» **TASK DETAILS**
Output the data word for word, dropping every image.

Stored records:
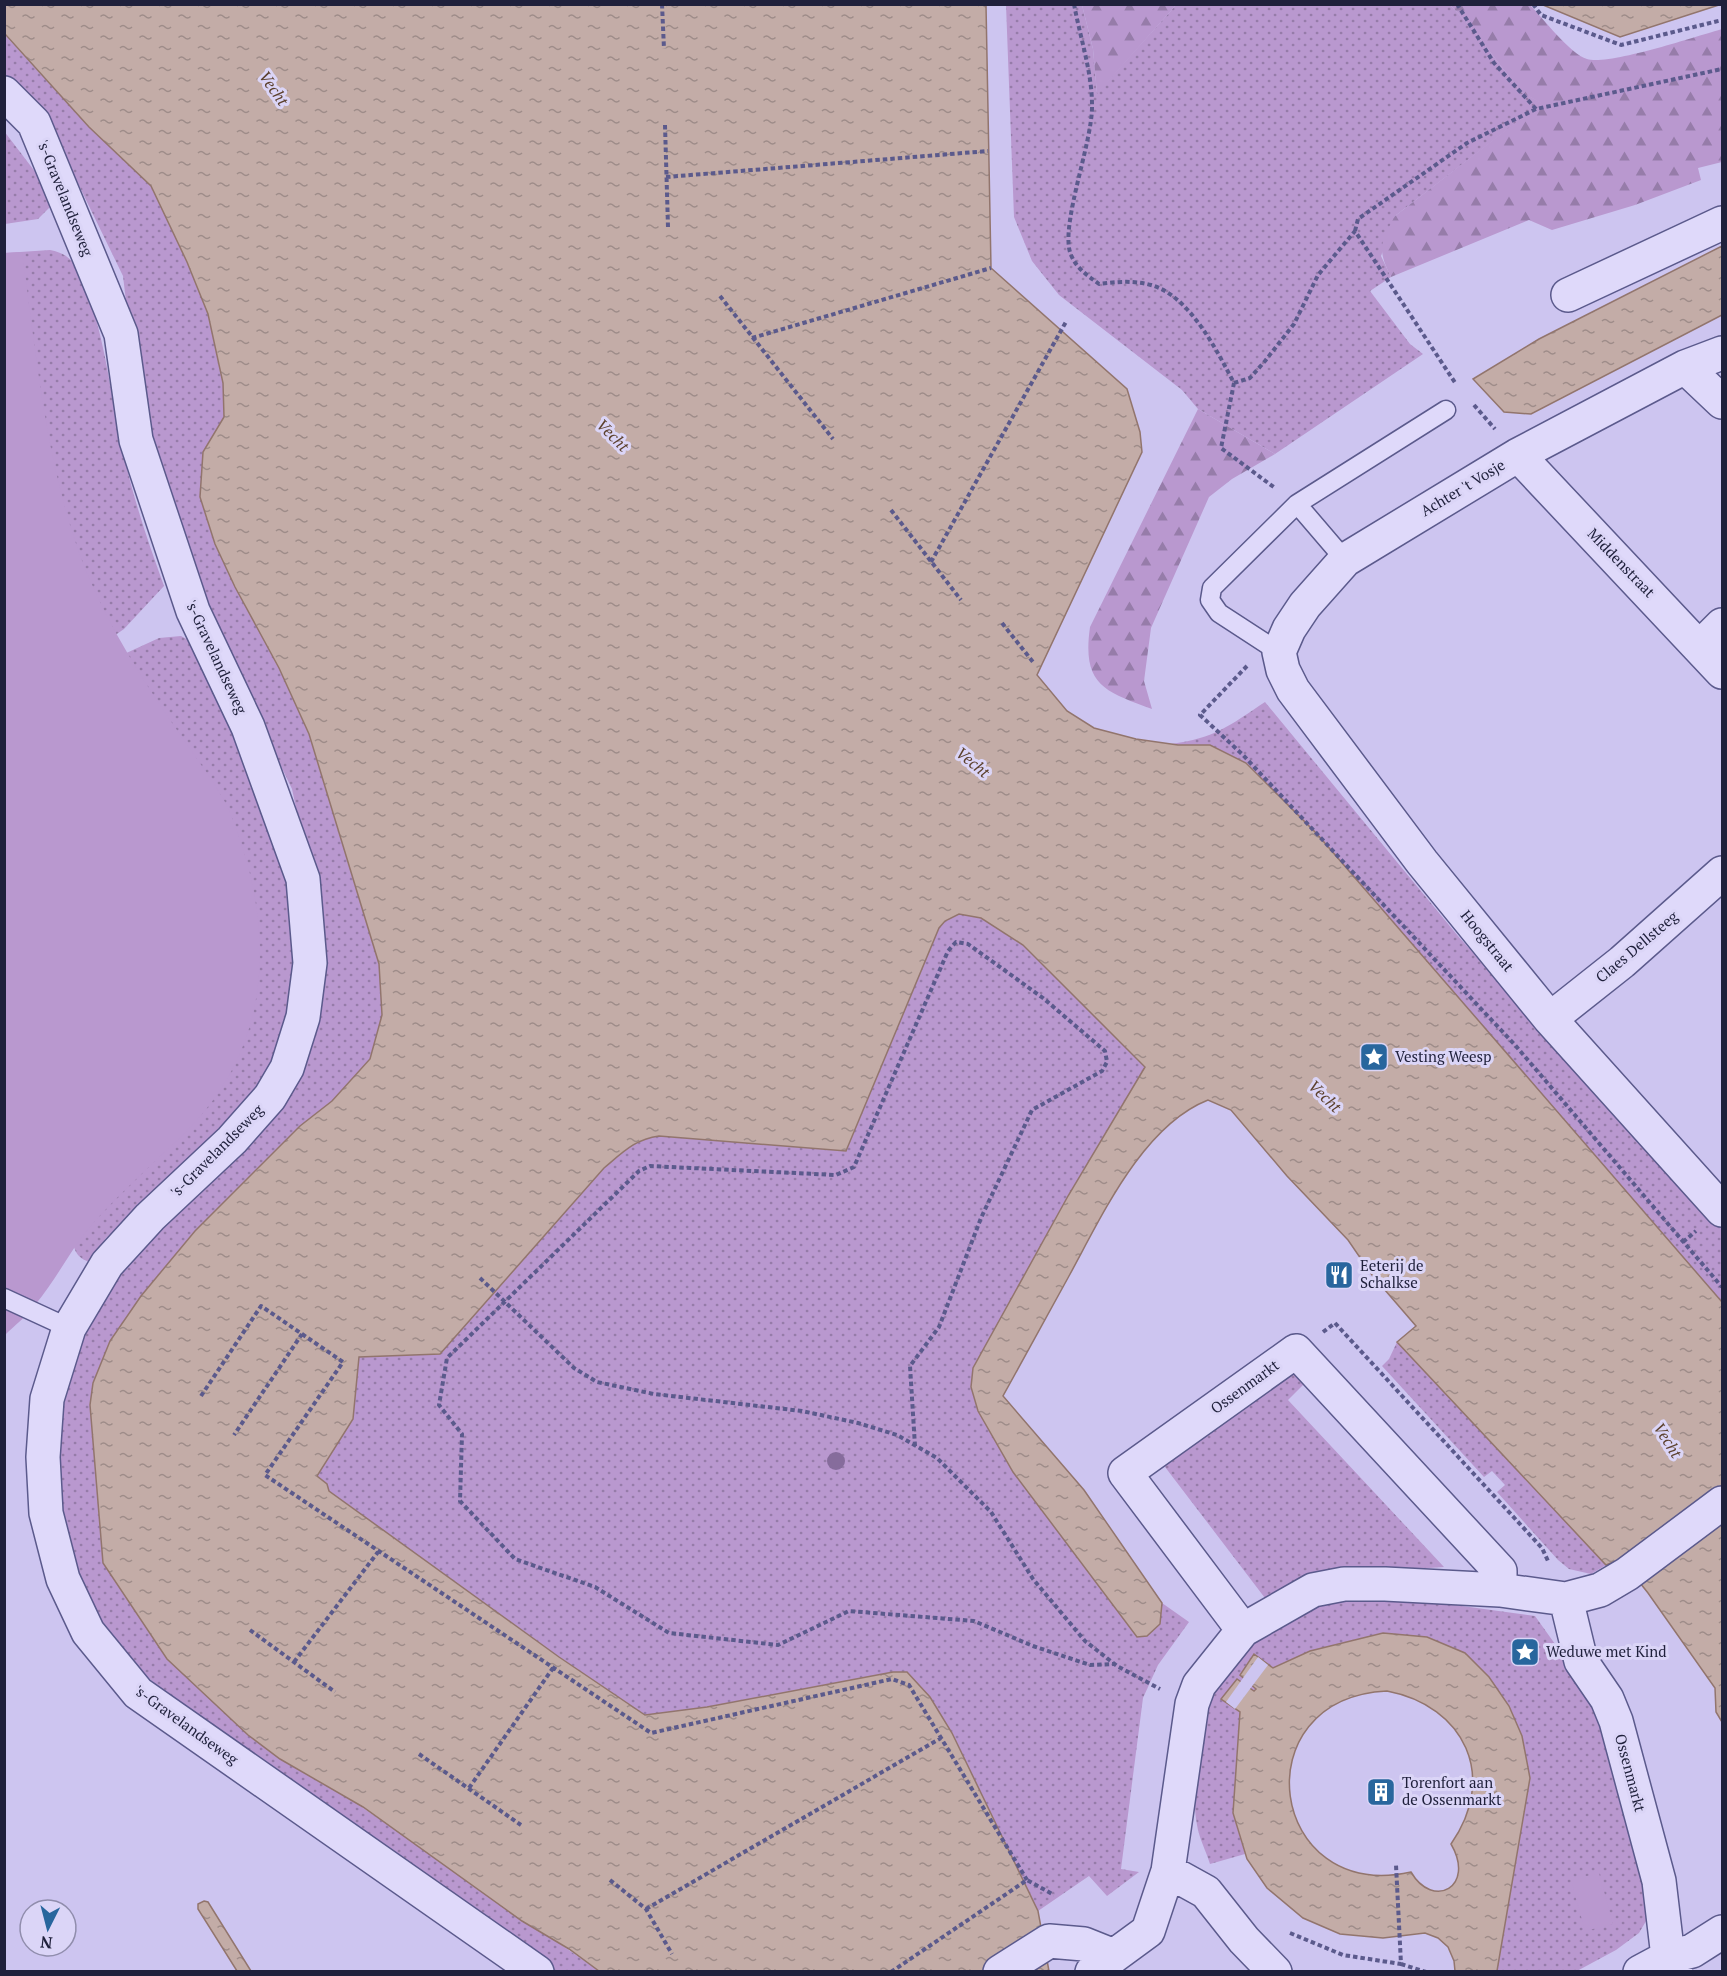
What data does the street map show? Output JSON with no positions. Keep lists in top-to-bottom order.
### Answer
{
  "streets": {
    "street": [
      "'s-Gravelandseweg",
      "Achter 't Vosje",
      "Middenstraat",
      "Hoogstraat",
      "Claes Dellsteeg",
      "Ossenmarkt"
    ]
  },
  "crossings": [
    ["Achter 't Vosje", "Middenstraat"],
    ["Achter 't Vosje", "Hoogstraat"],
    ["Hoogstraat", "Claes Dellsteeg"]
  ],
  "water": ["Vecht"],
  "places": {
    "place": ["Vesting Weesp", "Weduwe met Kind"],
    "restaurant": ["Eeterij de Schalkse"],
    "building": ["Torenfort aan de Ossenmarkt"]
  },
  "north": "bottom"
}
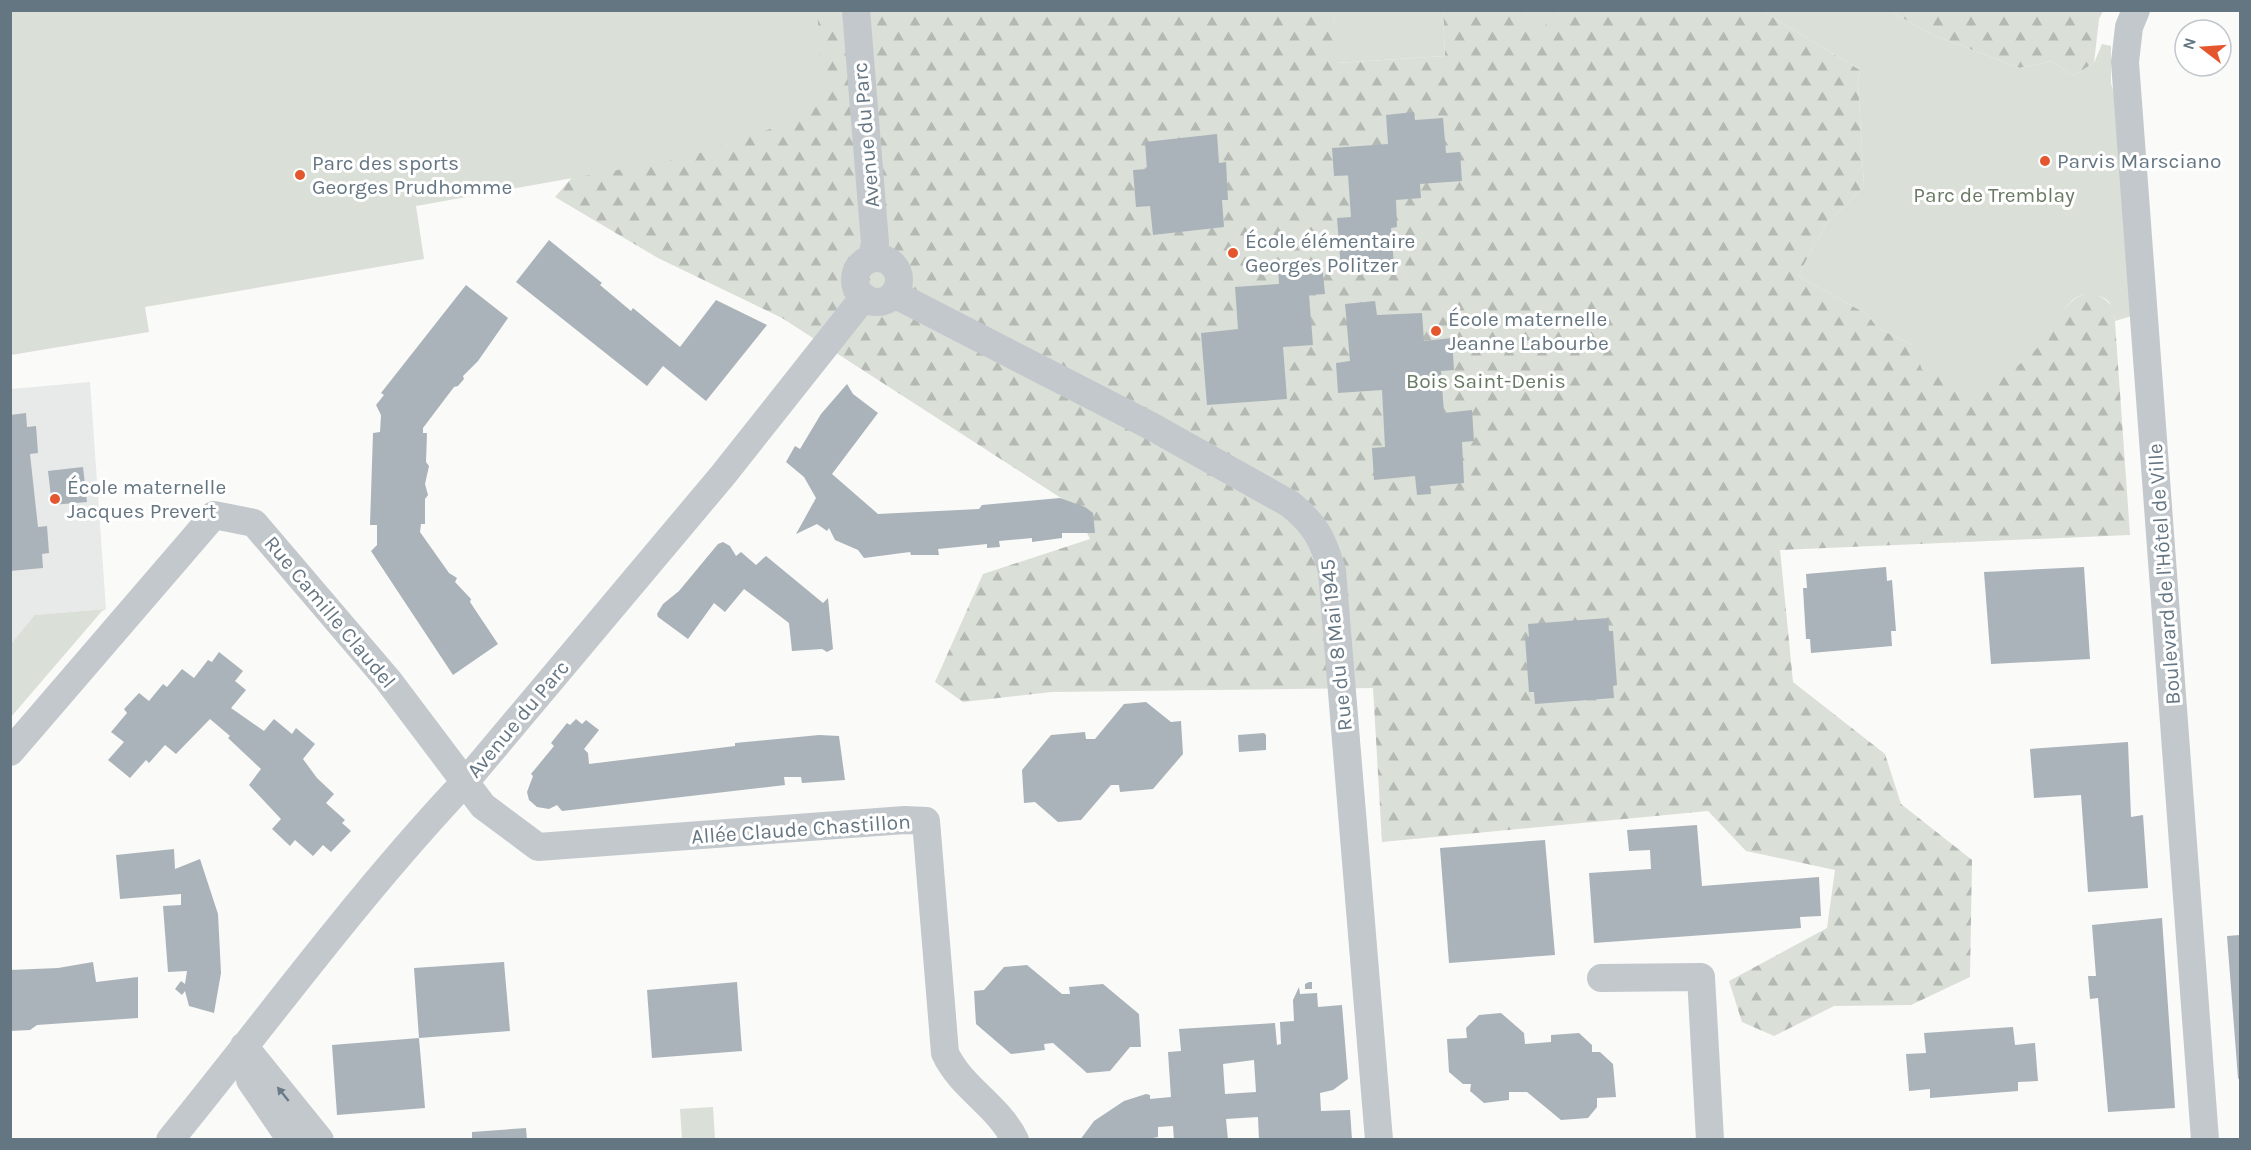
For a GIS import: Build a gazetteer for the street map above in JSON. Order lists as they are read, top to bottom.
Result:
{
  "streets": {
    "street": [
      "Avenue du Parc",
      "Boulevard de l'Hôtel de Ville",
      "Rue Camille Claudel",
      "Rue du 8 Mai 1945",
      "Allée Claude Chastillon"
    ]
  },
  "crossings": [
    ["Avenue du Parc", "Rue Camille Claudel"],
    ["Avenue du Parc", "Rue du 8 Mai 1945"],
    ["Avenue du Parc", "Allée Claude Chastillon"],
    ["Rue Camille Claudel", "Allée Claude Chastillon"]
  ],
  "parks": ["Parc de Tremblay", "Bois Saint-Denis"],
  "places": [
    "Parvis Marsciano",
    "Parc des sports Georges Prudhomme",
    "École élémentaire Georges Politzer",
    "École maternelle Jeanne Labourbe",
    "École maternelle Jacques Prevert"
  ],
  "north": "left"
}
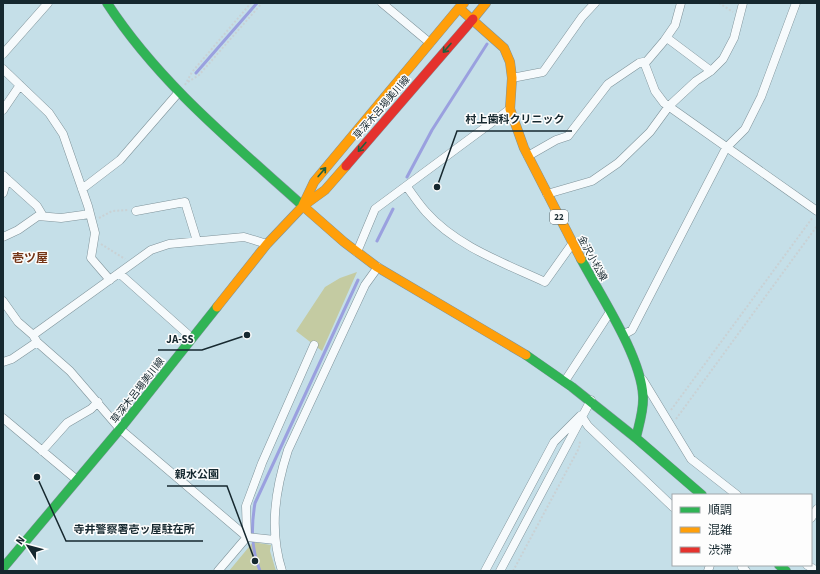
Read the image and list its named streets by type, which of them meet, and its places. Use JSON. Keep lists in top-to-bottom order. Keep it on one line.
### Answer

» **RESPONSE BOX**
What data does the street map show? Output JSON with no positions. Keep lists in top-to-bottom order.
### Answer
{
  "streets": {
    "street": [
      "'s-Gravelandseweg",
      "Achter 't Vosje",
      "Middenstraat",
      "Hoogstraat",
      "Claes Dellsteeg",
      "Ossenmarkt"
    ]
  },
  "crossings": [
    ["Achter 't Vosje", "Middenstraat"],
    ["Achter 't Vosje", "Hoogstraat"],
    ["Hoogstraat", "Claes Dellsteeg"]
  ],
  "water": ["Vecht"],
  "places": {
    "place": ["Vesting Weesp", "Weduwe met Kind"],
    "restaurant": ["Eeterij de Schalkse"],
    "building": ["Torenfort aan de Ossenmarkt"]
  },
  "north": "bottom"
}
For a GIS import: Build a gazetteer for the street map above in JSON. Order lists as they are read, top to bottom.
Result:
{
  "streets": {
    "street": [
      "Avenue du Parc",
      "Boulevard de l'Hôtel de Ville",
      "Rue Camille Claudel",
      "Rue du 8 Mai 1945",
      "Allée Claude Chastillon"
    ]
  },
  "crossings": [
    ["Avenue du Parc", "Rue Camille Claudel"],
    ["Avenue du Parc", "Rue du 8 Mai 1945"],
    ["Avenue du Parc", "Allée Claude Chastillon"],
    ["Rue Camille Claudel", "Allée Claude Chastillon"]
  ],
  "parks": ["Parc de Tremblay", "Bois Saint-Denis"],
  "places": [
    "Parvis Marsciano",
    "Parc des sports Georges Prudhomme",
    "École élémentaire Georges Politzer",
    "École maternelle Jeanne Labourbe",
    "École maternelle Jacques Prevert"
  ],
  "north": "left"
}
Read the image and list its named streets by type, which of them meet, and its places. Use JSON. Keep lists in top-to-bottom order. Keep it on one line.
### Answer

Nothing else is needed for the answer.